## BRIEF
Would you retype every line below without changing anything?

SOURCE RECORDS below:

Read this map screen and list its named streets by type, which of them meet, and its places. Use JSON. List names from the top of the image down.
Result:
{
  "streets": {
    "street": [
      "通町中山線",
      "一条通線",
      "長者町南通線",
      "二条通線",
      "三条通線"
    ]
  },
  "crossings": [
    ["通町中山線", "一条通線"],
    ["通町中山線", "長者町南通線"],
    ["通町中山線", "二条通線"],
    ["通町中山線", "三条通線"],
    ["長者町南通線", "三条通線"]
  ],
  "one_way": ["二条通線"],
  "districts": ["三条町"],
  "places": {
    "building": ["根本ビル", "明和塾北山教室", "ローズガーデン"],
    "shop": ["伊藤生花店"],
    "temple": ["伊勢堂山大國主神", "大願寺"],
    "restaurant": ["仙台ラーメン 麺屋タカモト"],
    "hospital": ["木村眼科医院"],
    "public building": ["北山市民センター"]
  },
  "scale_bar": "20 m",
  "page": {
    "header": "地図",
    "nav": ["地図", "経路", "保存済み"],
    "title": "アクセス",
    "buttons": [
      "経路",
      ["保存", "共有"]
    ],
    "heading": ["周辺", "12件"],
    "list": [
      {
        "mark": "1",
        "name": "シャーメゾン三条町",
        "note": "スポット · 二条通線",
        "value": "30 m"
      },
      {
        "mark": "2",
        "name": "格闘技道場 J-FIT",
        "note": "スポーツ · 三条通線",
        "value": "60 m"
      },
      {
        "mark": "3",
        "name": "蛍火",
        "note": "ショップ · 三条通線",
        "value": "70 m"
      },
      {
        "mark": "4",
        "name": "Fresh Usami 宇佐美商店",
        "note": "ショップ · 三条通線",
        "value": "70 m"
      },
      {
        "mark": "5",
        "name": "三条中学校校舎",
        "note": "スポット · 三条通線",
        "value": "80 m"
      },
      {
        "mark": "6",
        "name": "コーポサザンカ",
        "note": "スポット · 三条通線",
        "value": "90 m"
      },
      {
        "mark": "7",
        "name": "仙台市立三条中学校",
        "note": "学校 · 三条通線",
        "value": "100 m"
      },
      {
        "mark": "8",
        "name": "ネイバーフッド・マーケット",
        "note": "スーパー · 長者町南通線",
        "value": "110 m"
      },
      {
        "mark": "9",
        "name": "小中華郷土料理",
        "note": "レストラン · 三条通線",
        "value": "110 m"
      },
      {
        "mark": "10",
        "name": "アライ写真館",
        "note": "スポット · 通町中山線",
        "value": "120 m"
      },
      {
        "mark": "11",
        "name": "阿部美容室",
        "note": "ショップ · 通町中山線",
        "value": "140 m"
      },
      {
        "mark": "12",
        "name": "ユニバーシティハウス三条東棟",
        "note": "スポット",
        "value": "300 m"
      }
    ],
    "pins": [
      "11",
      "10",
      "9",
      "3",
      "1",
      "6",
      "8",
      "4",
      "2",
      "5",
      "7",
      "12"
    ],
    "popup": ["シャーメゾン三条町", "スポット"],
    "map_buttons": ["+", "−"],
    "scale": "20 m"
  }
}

End of SOURCE RECORDS.

## EXERCISE ANSWER
Read this map screen and list its named streets by type, which of them meet, and its places. Use JSON. List names from the top of the image down.
Result:
{
  "streets": {
    "street": [
      "通町中山線",
      "一条通線",
      "長者町南通線",
      "二条通線",
      "三条通線"
    ]
  },
  "crossings": [
    ["通町中山線", "一条通線"],
    ["通町中山線", "長者町南通線"],
    ["通町中山線", "二条通線"],
    ["通町中山線", "三条通線"],
    ["長者町南通線", "三条通線"]
  ],
  "one_way": ["二条通線"],
  "districts": ["三条町"],
  "places": {
    "building": ["根本ビル", "明和塾北山教室", "ローズガーデン"],
    "shop": ["伊藤生花店"],
    "temple": ["伊勢堂山大國主神", "大願寺"],
    "restaurant": ["仙台ラーメン 麺屋タカモト"],
    "hospital": ["木村眼科医院"],
    "public building": ["北山市民センター"]
  },
  "scale_bar": "20 m",
  "page": {
    "header": "地図",
    "nav": ["地図", "経路", "保存済み"],
    "title": "アクセス",
    "buttons": [
      "経路",
      ["保存", "共有"]
    ],
    "heading": ["周辺", "12件"],
    "list": [
      {
        "mark": "1",
        "name": "シャーメゾン三条町",
        "note": "スポット · 二条通線",
        "value": "30 m"
      },
      {
        "mark": "2",
        "name": "格闘技道場 J-FIT",
        "note": "スポーツ · 三条通線",
        "value": "60 m"
      },
      {
        "mark": "3",
        "name": "蛍火",
        "note": "ショップ · 三条通線",
        "value": "70 m"
      },
      {
        "mark": "4",
        "name": "Fresh Usami 宇佐美商店",
        "note": "ショップ · 三条通線",
        "value": "70 m"
      },
      {
        "mark": "5",
        "name": "三条中学校校舎",
        "note": "スポット · 三条通線",
        "value": "80 m"
      },
      {
        "mark": "6",
        "name": "コーポサザンカ",
        "note": "スポット · 三条通線",
        "value": "90 m"
      },
      {
        "mark": "7",
        "name": "仙台市立三条中学校",
        "note": "学校 · 三条通線",
        "value": "100 m"
      },
      {
        "mark": "8",
        "name": "ネイバーフッド・マーケット",
        "note": "スーパー · 長者町南通線",
        "value": "110 m"
      },
      {
        "mark": "9",
        "name": "小中華郷土料理",
        "note": "レストラン · 三条通線",
        "value": "110 m"
      },
      {
        "mark": "10",
        "name": "アライ写真館",
        "note": "スポット · 通町中山線",
        "value": "120 m"
      },
      {
        "mark": "11",
        "name": "阿部美容室",
        "note": "ショップ · 通町中山線",
        "value": "140 m"
      },
      {
        "mark": "12",
        "name": "ユニバーシティハウス三条東棟",
        "note": "スポット",
        "value": "300 m"
      }
    ],
    "pins": [
      "11",
      "10",
      "9",
      "3",
      "1",
      "6",
      "8",
      "4",
      "2",
      "5",
      "7",
      "12"
    ],
    "popup": ["シャーメゾン三条町", "スポット"],
    "map_buttons": ["+", "−"],
    "scale": "20 m"
  }
}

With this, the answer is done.